Segment Open

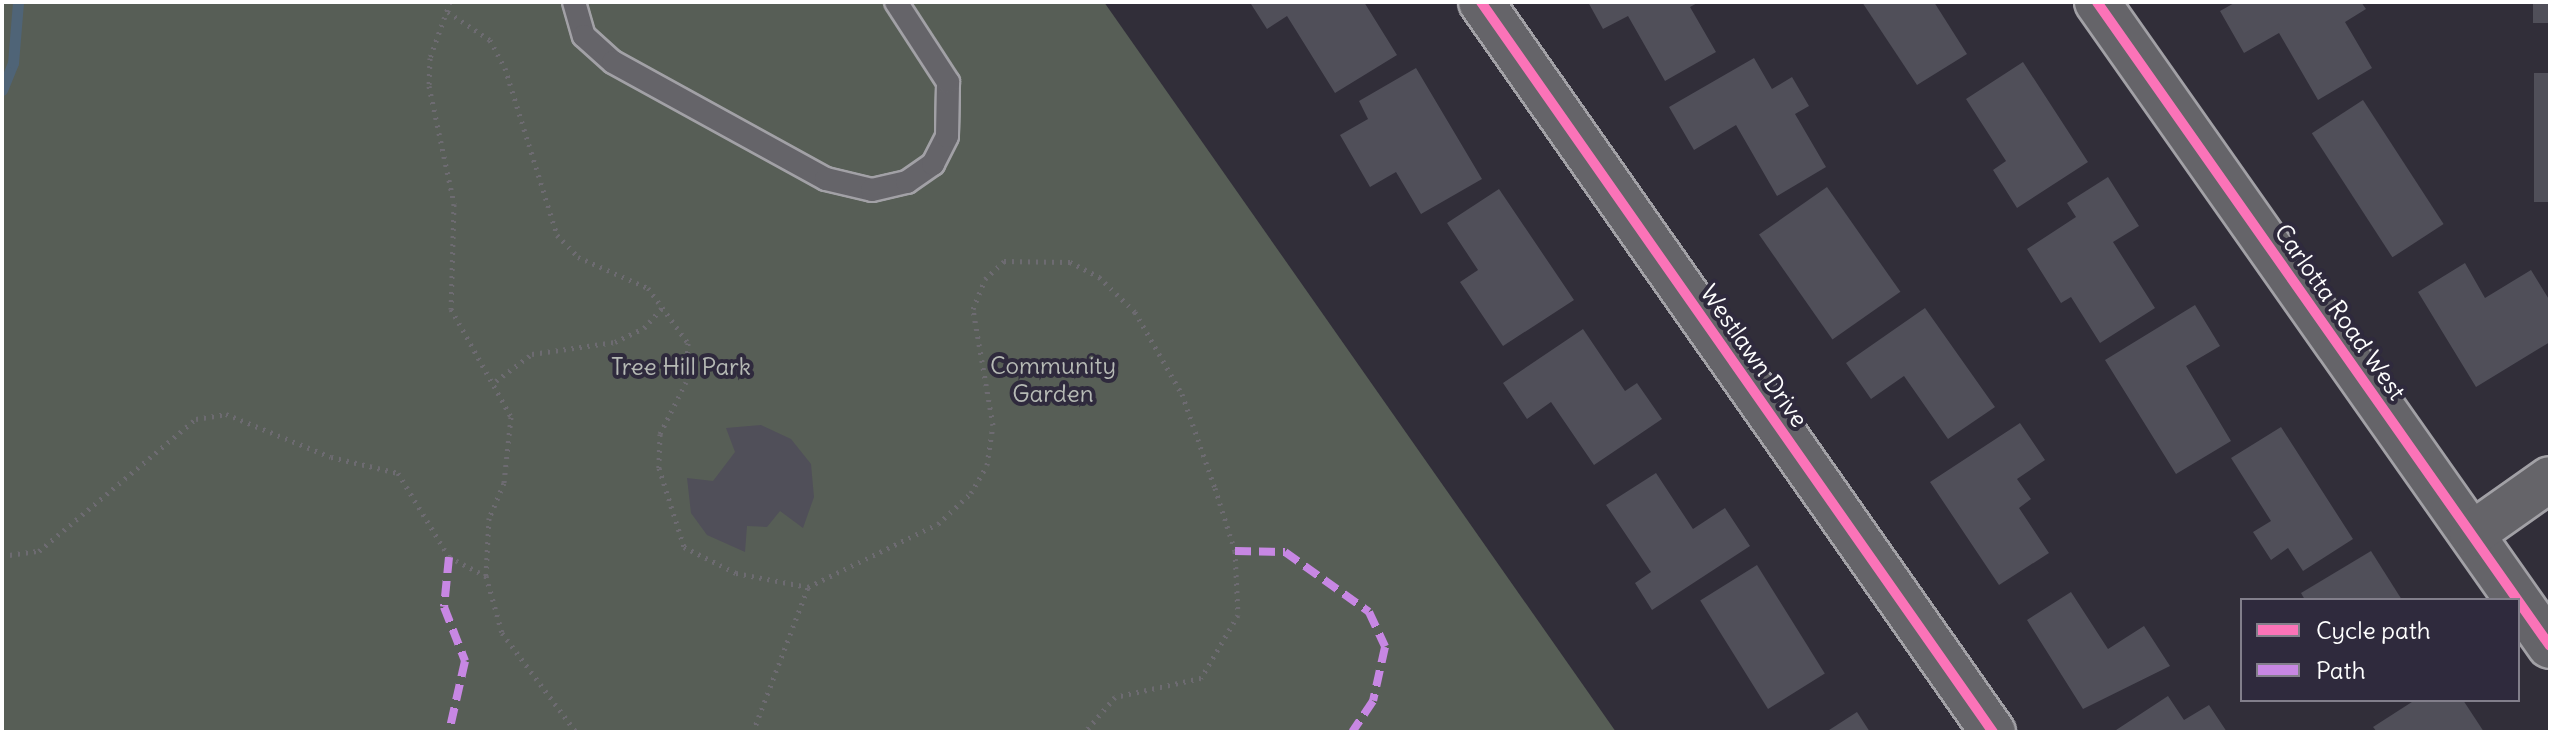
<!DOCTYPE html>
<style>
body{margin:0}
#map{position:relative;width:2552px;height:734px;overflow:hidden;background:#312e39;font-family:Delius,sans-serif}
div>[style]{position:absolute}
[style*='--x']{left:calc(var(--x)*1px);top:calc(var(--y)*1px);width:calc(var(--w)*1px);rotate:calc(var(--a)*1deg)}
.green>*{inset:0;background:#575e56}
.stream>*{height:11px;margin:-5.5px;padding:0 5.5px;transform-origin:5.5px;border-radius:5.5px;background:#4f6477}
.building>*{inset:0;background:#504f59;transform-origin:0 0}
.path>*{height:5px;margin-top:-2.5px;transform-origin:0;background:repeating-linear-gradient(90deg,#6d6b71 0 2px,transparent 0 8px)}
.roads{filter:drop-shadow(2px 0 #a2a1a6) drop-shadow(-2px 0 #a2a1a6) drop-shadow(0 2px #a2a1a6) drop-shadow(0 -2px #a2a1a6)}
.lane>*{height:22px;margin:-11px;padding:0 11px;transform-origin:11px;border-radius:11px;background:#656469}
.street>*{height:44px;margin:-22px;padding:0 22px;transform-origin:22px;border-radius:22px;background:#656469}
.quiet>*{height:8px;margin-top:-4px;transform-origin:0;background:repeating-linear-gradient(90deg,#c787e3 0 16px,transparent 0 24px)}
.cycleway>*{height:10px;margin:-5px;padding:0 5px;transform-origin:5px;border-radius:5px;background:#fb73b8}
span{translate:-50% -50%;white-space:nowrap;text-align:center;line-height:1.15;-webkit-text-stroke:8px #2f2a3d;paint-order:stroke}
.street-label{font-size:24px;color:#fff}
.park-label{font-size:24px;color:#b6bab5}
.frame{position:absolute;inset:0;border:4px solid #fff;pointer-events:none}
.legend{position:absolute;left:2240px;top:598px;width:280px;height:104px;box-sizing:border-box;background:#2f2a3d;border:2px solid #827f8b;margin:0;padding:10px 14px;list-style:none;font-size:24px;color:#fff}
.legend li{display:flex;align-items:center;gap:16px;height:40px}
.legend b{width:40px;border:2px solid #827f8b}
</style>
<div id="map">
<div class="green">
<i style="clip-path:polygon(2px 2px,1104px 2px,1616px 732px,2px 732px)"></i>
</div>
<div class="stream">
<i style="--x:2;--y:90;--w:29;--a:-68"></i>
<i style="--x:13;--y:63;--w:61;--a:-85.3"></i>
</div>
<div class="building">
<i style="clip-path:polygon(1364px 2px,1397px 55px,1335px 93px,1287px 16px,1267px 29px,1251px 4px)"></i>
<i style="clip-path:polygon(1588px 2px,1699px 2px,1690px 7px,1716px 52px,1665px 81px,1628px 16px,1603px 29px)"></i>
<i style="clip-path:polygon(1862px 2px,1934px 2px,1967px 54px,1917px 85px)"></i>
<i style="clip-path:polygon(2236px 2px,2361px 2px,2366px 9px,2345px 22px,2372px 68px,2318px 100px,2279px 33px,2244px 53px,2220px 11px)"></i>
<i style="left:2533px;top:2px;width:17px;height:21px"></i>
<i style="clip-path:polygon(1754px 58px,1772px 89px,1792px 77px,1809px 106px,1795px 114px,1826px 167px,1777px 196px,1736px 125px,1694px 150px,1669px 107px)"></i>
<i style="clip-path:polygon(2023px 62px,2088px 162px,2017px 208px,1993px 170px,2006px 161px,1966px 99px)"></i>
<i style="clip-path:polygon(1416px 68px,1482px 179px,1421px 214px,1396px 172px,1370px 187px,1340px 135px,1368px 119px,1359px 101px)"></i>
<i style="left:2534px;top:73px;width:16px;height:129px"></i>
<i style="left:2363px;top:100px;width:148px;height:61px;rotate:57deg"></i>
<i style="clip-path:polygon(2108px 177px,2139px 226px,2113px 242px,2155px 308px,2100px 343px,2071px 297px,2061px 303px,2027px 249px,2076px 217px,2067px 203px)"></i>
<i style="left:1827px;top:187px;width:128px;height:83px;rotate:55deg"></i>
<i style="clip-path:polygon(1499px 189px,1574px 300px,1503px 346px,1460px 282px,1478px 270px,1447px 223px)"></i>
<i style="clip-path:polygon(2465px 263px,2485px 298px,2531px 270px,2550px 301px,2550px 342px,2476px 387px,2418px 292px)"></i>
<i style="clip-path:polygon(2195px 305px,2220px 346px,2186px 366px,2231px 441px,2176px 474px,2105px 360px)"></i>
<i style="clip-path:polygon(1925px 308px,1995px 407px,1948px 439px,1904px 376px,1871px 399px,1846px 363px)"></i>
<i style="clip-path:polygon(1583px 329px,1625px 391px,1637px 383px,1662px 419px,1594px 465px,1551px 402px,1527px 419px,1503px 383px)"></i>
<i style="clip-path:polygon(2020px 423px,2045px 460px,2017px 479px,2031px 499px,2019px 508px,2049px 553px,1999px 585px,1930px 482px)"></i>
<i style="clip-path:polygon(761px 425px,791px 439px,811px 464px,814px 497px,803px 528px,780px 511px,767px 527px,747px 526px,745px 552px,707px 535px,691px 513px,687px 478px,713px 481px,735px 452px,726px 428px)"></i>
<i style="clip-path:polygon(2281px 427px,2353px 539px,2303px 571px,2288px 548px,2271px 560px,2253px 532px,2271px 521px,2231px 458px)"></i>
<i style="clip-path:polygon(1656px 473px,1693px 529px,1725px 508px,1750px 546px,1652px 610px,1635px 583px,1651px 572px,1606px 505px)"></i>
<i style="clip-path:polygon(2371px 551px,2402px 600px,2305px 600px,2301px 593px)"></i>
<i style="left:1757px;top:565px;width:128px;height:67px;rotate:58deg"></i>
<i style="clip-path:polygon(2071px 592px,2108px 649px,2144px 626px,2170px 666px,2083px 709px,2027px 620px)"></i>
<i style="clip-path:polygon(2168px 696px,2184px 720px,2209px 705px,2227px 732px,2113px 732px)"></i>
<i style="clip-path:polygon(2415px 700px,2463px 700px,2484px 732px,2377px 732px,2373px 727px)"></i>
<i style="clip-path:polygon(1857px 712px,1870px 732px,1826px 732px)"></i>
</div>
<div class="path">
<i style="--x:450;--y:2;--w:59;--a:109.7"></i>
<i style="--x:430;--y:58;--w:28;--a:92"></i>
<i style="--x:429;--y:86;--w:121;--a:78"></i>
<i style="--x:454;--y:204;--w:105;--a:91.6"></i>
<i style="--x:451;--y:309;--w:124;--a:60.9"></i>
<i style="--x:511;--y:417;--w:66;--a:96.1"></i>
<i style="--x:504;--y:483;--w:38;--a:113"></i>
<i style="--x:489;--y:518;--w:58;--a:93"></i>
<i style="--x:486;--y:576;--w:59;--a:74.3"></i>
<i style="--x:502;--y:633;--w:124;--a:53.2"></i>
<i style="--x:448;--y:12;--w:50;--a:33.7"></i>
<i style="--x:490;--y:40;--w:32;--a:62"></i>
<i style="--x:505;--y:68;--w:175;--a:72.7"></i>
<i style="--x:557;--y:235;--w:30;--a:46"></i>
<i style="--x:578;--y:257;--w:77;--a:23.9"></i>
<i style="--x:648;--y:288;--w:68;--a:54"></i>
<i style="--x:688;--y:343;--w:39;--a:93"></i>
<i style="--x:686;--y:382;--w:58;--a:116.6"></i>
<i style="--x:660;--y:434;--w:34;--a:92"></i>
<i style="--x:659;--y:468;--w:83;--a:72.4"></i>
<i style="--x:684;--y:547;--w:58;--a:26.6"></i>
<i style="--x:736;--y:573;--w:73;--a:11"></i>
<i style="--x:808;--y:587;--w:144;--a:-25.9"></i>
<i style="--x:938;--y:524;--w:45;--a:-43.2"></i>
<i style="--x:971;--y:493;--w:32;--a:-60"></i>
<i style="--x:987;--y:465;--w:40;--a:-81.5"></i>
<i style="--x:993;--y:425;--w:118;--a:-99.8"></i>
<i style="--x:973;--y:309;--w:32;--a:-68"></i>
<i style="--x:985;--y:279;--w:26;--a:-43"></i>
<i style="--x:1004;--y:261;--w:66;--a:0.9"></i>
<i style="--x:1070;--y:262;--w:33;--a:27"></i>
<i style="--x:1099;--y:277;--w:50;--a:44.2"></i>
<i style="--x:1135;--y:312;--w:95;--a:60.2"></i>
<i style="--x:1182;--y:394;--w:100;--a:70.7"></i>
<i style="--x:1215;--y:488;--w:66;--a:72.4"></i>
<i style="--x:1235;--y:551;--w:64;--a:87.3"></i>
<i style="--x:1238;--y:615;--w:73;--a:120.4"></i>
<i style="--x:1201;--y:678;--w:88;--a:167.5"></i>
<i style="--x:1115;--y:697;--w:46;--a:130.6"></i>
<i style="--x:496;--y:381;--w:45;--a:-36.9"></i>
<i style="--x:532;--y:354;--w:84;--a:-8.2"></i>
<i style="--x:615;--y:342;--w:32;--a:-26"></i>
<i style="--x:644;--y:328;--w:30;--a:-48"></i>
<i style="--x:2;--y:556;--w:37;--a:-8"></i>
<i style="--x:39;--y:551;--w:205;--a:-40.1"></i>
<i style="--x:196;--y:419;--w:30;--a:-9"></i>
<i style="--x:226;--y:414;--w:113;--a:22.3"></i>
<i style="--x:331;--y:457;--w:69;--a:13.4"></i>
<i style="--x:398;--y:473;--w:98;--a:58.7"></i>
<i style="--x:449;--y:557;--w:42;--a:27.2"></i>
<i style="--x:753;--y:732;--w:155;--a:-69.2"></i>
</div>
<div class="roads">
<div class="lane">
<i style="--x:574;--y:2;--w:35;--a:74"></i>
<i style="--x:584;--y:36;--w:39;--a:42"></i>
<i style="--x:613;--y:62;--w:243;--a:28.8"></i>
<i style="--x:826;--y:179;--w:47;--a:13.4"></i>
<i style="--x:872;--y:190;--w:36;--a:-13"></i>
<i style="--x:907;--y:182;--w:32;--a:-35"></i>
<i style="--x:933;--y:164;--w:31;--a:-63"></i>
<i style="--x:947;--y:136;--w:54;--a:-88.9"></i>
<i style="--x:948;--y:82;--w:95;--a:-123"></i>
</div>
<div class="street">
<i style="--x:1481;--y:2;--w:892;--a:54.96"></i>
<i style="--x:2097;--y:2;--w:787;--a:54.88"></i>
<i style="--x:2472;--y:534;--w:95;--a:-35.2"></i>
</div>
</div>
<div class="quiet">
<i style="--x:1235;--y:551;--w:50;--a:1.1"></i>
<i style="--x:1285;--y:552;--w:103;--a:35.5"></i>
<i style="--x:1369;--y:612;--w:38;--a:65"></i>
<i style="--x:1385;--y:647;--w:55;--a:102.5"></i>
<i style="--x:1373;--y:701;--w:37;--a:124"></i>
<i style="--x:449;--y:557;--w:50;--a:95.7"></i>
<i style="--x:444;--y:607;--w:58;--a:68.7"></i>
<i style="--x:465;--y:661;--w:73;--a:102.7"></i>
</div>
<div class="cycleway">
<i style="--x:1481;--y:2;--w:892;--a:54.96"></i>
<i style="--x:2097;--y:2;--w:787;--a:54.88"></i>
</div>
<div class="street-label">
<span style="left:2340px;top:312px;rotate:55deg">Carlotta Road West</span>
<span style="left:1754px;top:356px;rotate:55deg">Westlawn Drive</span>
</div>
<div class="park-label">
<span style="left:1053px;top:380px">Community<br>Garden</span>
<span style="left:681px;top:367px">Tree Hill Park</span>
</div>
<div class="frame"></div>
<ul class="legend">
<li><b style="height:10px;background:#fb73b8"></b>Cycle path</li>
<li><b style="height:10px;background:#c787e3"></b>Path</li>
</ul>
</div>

Segment Closed

HOW TO COMPLETE THIS TASK: Report how many lines in the listing above have the string "street" in them; write the number only.

SOLUTION TO THE PROBLEM: 4